Yeah, I don't get it either.
Nobody out there has noticed four odd strangers riding horses or anything, right?
Just checking.
Saturday, 4 August 2007
Janeism
When I first heard about this movie I thought for sure that they'd probably cast some Hollywood beauty to play an author who wasn't really considered a beauty even by her family.
When I heard more about the plot, my thought was that they'd probably go the easy route of deciding that Tom Lefroy was somehow the love of her life rather than a slight flirtation when she was a teenager.
What can I say? I'd be prouder of being right on both counts if it wasn't for the fact that probably every Jane Austen fan in the world could have predicted them. Predicted them even without knowing that such a movie was in the works. Go up to a true Jane Austen fan, say "wouldn't it be cool if they made a movie about Jane Austen's early life," and the Janeite will say, "oh, they'd just cast some pretty little bubblehead and give her a phony romance."
Um, not that I'm saying that Anne Hathaway is a bubblehead. I doubt very much that she is. She's also no Jane Austen.

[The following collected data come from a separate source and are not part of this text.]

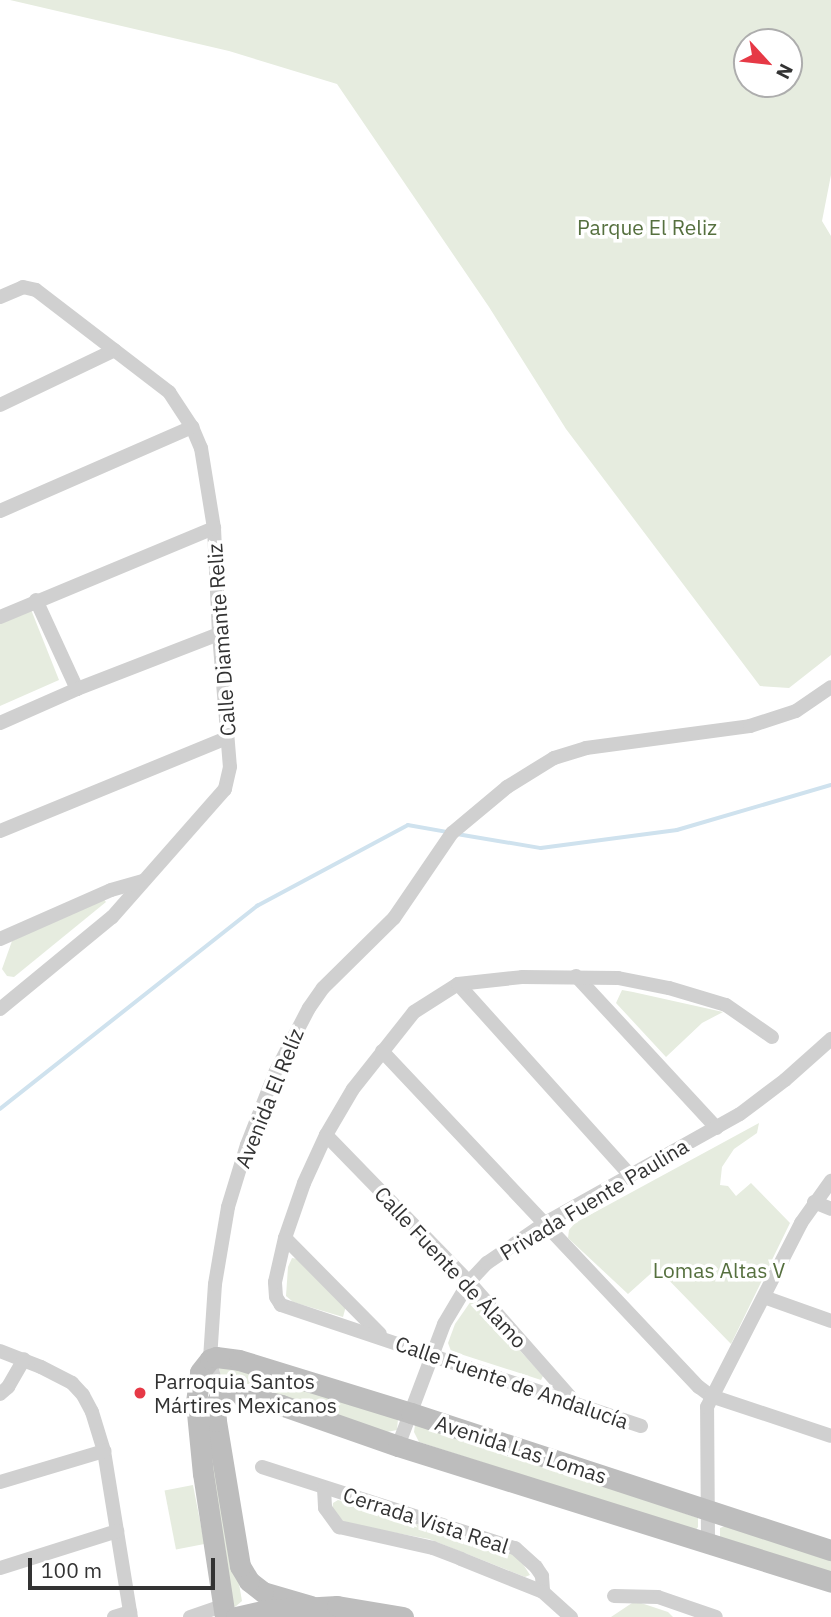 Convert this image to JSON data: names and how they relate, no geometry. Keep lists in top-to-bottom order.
{
  "streets": {
    "main road": ["Avenida El Relíz", "Avenida Las Lomas"],
    "street": [
      "Calle Diamante Reliz",
      "Privada Fuente Paulina",
      "Calle Fuente de Álamo",
      "Calle Fuente de Andalucía",
      "Cerrada Vista Real"
    ]
  },
  "crossings": [
    ["Avenida El Relíz", "Avenida Las Lomas"],
    ["Privada Fuente Paulina", "Calle Fuente de Álamo"],
    ["Privada Fuente Paulina", "Calle Fuente de Andalucía"],
    ["Privada Fuente Paulina", "Avenida Las Lomas"],
    ["Calle Fuente de Álamo", "Calle Fuente de Andalucía"]
  ],
  "parks": ["Parque El Reliz", "Lomas Altas V"],
  "places": ["Parroquia Santos Mártires Mexicanos"],
  "scale_bar": "100 m",
  "north": "bottom right"
}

Don't you just hate literary snobs?
The problem with Jane Austen movies overall (but remember: all blanket statements are bad) is that they take something that is undeniably popular with a certain, fairly specialist crowd and try to translate it into a very populist medium. It's inevitable that the things that make Joe (Jane?) Moviegoer happy are going to niggle at or outright annoy people who not only know all of the books backwards and forwards but have also read all of her extant letters, juvenilia, and a helluva lot of Georgian background material besides.
*sheepishly admits to being one of the latter*
OLF, if you recall. When I decide that I like something, I don't usually go about liking it just halfway.
I really like Jane Austen. I own well-read copies of all of the books, letters, and other writings. I have several biographies on my shelf and have read many others. I was, for a while, a very active member of a Jane Austen forum until I got tired of the circular arguments which only seemed to be interrupted by teenaged requests for homework help.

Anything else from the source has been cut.